The increased emphasis on the Pacific theatre will also see the latest upgraded Boeing F/A-18 Super Hornets deployed to the region, backed by Northrop E-2D Advanced Hawkeyes for airborne command and control and Boeing EA-18G Growlers for standoff electronic attack.
This is according to chief of naval operations Adm Jonathan Greenert’s latest “navigation plan”, which was unveiled 20 July.
The five-page, five-year strategy document comes amid renewed concern by the Pentagon about the potential threat China poses to US interests in the region. It also arrives as Congress finalises its annual defence spending bill, which is likely to spend more money on the military than planned by circumnavigating unpopular automatic spending limits known as sequestration.
According to the navigation plan, the navy aims to replace its aging E-2C Hawkeye with the new and improved D-model at four carrier air wings by 2020, which is around the same time it hopes to retrofit an aerial refuelling capability.
A Northrop Grumman E-2C test aircraft conducts an aerial refueling dry-plug test with a Boeing F/A-18.
The plan also reaffirms the navy’s commitment to the carrier variant of the Lockheed Martin F-35 Joint Strike Fighter for initial operational capability (IOC) in 2018, even though the branch stretched out its planned F-35 buy in its latest budget submission in favour of other items.
“With advanced sensors, data sharing capability, and the ability to operate closer to some threats, it will enhance the air wing’s ability to find targets and coordinate attacks,” the document says of the Lockheed jet.
The maritime service hopes to have 47 armed, submarine-hunting Poseidon aircraft by the end of the decade and complete replacement of the legacy Boeing P-3C Orion by budget year 2019. It will also continue to invest in the software and hardware needed for its maritime patrol aircraft to deploy the air-delivered MK 54 torpedo.
In the electronic warfare arena, the navy hopes to wrap up its transition from the recently-retired Northrop EA-6B Prowler to EA-18G Growler within the next budget year. It also expects to start phasing out the outdated ALQ-99 jamming pod carried by the Prowler and Growler with the Next Generation Jammer Increment I system once it achieved IOC in 2021. The navy will also install about 400 jamming protection kits on its Super Hornets by 2020 to defend against enemy jamming.

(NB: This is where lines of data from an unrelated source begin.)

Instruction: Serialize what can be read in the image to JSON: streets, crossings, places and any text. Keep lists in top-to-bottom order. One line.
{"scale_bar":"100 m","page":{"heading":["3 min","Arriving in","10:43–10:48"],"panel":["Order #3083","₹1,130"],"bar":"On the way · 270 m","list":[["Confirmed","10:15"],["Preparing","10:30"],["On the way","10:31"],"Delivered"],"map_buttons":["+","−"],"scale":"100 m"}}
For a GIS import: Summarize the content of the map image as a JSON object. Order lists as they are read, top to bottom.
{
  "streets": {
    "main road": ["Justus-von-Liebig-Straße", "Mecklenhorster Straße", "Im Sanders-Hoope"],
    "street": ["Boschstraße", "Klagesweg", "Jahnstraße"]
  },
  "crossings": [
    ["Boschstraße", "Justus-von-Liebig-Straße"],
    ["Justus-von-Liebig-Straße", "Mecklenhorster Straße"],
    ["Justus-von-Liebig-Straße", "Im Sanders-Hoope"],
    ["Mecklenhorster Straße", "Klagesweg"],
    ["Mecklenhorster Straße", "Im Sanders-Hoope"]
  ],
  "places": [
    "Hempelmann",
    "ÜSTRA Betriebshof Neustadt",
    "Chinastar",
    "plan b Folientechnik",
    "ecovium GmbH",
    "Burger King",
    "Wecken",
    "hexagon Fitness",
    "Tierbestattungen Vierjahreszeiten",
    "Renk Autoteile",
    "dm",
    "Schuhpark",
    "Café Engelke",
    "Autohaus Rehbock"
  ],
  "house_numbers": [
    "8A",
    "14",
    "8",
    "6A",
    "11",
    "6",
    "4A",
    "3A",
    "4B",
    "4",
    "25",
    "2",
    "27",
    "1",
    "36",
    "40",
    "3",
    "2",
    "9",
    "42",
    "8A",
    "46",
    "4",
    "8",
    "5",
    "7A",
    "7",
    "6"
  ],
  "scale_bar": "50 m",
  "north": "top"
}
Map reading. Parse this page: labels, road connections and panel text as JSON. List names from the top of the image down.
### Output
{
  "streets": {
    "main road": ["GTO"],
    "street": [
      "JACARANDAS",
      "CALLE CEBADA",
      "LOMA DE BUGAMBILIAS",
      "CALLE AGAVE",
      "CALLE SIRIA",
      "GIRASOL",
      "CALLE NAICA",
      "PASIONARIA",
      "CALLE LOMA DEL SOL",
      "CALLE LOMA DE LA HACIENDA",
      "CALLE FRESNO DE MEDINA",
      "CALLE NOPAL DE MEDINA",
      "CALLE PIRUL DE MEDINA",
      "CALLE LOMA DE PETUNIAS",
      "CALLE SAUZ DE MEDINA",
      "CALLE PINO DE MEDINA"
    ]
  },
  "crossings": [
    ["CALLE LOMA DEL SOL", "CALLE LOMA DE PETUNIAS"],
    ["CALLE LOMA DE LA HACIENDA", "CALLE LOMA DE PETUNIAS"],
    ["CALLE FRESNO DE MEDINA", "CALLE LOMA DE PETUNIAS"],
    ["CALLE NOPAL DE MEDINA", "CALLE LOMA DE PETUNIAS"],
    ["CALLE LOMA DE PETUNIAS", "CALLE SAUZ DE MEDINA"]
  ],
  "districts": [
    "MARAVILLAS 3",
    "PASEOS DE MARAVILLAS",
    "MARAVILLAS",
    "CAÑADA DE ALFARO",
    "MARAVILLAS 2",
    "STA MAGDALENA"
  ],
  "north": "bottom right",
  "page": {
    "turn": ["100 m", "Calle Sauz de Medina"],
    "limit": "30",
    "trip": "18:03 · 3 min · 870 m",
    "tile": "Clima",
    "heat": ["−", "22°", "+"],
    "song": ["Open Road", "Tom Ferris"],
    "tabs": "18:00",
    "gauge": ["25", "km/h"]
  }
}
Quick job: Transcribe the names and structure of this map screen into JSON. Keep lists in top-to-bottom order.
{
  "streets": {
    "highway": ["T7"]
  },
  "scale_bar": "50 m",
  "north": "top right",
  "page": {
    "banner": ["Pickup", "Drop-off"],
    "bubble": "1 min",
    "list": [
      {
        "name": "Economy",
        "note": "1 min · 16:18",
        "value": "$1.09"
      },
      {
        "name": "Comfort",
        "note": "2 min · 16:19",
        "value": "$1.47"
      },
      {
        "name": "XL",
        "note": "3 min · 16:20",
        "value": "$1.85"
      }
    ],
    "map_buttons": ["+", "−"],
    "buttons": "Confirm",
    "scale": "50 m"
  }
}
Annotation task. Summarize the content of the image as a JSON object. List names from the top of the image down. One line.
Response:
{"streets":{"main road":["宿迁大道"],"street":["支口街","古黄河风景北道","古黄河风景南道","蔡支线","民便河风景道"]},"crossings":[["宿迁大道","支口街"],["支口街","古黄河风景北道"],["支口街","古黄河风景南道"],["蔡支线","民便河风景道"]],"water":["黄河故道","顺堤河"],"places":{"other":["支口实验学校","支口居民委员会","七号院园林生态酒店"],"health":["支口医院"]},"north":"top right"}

The document also notes that the navy expects to have 24 new Bell-Boeing V-22 Osprey tiltrotors serving in the so-called carrier onboard delivery (COD) role within the next five years, for IOC in 2021. It wants a total of 44 Ospreys to replace the C-2 Greyhound transport on its carriers.
“Our mandate is to be where it matters, when it matters, ready to respond to crises and ensure the security that underpins our global economy,” Greenert said in a statement.
A Navy MQ-4C Triton UAV lands at Naval Air Station Patuxent River in Maryland.